■ **ACTIVITY**: Please find every line below that includes "grid" and report how many there are. Nothing else is needed.

(SUPPLIED DATA begins)

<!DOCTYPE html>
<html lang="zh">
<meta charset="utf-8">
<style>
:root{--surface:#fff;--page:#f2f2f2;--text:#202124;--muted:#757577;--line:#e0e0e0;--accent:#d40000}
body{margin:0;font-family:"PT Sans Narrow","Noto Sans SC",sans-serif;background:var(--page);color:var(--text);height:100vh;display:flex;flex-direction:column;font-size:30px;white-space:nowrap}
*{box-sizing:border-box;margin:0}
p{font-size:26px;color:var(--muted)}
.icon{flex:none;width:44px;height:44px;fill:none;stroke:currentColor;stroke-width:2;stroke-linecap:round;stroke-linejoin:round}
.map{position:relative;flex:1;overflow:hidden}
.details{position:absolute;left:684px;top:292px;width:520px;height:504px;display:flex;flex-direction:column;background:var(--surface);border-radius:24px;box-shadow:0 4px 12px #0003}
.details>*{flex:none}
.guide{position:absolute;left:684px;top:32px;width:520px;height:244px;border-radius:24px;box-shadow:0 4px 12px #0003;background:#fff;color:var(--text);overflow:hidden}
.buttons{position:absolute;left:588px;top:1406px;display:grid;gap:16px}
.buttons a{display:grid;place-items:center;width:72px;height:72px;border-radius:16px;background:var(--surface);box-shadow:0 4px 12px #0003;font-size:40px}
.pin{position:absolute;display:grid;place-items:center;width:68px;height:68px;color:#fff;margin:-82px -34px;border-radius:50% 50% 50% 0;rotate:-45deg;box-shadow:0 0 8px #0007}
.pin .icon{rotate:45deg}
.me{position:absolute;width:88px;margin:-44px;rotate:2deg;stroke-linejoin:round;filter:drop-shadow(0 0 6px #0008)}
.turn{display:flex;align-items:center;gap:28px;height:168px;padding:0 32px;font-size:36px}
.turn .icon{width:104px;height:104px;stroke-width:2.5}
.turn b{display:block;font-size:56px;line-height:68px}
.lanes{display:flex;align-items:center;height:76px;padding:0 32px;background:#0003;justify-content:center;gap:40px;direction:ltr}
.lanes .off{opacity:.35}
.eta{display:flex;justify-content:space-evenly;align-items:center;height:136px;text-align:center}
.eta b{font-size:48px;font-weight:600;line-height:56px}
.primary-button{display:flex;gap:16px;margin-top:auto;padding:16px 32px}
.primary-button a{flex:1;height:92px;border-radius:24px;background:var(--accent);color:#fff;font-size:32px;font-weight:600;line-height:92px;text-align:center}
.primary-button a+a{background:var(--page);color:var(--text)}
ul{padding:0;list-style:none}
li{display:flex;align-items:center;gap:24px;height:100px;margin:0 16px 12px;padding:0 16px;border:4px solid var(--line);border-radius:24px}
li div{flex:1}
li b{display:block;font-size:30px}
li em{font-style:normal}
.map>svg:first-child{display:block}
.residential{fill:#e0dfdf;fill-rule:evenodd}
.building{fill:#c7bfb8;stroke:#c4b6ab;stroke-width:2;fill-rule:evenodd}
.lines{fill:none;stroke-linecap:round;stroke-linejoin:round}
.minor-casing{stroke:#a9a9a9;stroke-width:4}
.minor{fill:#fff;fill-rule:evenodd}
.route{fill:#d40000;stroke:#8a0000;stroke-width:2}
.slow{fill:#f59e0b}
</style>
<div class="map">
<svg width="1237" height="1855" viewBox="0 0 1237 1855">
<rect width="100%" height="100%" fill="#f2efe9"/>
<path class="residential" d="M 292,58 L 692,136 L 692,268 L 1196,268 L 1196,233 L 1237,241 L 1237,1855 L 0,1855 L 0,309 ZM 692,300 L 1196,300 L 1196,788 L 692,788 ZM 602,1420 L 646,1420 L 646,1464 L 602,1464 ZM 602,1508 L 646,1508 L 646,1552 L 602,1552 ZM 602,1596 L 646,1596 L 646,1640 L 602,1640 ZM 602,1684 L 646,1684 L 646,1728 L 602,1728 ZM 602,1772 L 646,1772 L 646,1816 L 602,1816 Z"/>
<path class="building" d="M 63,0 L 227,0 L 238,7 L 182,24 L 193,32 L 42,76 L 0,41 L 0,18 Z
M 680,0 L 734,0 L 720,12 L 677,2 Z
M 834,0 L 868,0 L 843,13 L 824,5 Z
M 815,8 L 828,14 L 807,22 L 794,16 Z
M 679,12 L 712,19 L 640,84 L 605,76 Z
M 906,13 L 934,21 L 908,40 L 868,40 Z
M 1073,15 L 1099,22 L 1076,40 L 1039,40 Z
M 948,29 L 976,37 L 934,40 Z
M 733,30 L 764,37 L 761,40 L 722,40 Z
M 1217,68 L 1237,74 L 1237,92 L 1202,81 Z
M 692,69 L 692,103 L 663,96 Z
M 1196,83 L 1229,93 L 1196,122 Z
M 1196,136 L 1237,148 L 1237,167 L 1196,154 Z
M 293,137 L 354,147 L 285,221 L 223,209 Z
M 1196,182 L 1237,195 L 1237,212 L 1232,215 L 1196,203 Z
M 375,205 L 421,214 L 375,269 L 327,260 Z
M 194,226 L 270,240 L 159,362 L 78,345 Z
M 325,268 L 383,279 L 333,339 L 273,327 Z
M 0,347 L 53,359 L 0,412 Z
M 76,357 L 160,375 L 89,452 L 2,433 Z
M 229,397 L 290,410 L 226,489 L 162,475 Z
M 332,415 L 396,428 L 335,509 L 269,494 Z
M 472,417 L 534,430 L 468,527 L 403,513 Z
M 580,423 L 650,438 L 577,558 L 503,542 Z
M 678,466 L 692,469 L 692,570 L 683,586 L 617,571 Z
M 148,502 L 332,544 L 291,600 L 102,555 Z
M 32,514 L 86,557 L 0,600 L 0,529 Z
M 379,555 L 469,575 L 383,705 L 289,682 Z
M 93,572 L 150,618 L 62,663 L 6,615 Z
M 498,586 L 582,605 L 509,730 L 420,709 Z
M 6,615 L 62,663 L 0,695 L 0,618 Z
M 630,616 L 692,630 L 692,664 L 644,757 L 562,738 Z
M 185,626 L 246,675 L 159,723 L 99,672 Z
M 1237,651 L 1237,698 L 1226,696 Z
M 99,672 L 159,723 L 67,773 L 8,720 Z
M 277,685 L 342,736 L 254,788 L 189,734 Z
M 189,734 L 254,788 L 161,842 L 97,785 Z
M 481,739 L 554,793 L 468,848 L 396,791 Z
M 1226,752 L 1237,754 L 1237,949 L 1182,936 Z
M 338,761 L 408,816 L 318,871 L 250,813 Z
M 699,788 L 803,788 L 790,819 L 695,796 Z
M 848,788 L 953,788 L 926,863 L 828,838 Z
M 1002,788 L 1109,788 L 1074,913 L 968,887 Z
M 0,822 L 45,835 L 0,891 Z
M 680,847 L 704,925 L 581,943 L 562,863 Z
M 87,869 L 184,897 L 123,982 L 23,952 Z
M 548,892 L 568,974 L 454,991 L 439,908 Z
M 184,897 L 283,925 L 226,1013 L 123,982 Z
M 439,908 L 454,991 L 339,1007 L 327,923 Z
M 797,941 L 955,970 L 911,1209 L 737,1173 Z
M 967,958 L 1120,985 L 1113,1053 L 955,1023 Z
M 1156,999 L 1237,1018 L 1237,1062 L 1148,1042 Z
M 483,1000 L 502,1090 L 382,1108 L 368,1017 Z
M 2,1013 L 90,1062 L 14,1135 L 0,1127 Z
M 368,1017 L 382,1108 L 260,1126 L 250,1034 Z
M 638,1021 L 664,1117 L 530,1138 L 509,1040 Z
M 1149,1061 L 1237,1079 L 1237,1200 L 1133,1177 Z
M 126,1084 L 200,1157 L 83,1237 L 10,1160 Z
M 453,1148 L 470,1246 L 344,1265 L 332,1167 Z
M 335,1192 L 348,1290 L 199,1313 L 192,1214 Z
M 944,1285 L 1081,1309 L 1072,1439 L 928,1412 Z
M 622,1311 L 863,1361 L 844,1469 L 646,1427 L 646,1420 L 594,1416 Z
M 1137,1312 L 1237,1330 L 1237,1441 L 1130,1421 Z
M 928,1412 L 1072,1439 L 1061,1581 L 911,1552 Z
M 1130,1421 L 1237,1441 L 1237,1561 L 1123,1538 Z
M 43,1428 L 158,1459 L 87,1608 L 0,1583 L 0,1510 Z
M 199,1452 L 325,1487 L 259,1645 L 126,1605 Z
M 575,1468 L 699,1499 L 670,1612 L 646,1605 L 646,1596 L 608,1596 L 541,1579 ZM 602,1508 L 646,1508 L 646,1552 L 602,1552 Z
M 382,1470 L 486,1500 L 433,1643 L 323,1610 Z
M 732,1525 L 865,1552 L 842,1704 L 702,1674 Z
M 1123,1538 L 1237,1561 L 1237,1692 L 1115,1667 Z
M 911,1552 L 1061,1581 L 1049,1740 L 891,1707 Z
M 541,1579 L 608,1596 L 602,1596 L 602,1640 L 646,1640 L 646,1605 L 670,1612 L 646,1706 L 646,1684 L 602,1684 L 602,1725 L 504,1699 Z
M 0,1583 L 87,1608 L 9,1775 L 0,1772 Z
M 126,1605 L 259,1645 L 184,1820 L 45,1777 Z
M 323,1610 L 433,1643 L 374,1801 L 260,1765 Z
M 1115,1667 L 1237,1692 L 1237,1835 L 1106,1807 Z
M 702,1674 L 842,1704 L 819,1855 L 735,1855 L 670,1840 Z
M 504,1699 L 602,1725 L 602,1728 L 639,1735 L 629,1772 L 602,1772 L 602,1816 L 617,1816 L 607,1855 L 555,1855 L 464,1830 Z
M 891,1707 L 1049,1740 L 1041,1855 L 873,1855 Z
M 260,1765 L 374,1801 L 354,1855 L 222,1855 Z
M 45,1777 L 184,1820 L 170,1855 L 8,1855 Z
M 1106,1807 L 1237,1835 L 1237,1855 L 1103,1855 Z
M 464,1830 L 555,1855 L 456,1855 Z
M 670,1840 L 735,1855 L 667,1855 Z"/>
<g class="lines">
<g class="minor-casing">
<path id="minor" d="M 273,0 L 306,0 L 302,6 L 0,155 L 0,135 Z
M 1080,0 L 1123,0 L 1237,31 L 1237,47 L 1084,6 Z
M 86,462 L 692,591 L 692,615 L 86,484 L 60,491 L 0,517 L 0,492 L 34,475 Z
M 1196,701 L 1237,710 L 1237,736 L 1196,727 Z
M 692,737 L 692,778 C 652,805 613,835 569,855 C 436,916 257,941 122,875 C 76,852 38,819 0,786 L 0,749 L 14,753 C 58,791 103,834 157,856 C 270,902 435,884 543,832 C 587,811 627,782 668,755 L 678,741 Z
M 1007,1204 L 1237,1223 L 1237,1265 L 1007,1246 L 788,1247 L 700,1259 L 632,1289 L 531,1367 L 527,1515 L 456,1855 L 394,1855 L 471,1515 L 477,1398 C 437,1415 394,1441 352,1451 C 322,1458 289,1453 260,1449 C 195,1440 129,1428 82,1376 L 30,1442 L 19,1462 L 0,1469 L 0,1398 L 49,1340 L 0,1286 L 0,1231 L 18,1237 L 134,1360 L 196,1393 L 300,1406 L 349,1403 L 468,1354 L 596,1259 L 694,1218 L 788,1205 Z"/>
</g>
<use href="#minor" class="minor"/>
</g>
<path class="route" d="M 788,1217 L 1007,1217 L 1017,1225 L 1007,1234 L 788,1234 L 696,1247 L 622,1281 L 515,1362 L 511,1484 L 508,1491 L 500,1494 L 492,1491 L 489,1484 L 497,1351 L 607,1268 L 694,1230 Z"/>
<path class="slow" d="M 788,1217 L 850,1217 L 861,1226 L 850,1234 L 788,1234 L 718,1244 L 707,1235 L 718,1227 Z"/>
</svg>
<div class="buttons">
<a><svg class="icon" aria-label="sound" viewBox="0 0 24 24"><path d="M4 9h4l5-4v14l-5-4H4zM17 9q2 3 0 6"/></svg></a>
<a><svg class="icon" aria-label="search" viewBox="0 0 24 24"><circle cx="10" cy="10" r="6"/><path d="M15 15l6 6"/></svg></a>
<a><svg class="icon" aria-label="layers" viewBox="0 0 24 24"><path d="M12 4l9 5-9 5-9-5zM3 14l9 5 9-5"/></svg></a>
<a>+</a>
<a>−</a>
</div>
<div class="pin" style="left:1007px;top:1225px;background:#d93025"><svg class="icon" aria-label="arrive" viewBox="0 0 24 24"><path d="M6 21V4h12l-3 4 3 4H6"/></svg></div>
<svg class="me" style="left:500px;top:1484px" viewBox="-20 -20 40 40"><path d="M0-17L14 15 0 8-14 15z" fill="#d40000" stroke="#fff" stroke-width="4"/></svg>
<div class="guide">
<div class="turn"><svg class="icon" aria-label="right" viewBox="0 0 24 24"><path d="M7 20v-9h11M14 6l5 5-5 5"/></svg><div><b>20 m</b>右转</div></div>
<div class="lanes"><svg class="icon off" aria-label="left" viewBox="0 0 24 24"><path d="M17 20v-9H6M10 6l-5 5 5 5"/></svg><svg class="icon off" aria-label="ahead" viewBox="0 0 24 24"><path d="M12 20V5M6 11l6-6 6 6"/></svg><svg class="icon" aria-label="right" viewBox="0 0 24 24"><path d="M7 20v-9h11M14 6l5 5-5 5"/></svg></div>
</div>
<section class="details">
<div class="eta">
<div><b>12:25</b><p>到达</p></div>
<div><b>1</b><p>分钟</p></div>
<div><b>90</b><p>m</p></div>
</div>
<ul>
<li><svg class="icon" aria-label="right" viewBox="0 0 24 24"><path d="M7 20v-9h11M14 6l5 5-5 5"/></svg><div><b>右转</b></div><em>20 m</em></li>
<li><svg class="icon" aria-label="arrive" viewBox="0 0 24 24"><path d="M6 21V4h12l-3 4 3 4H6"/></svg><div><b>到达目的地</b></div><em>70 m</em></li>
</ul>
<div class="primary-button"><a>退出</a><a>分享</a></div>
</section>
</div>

(SUPPLIED DATA ends)

■ **ANSWER BOX**: 3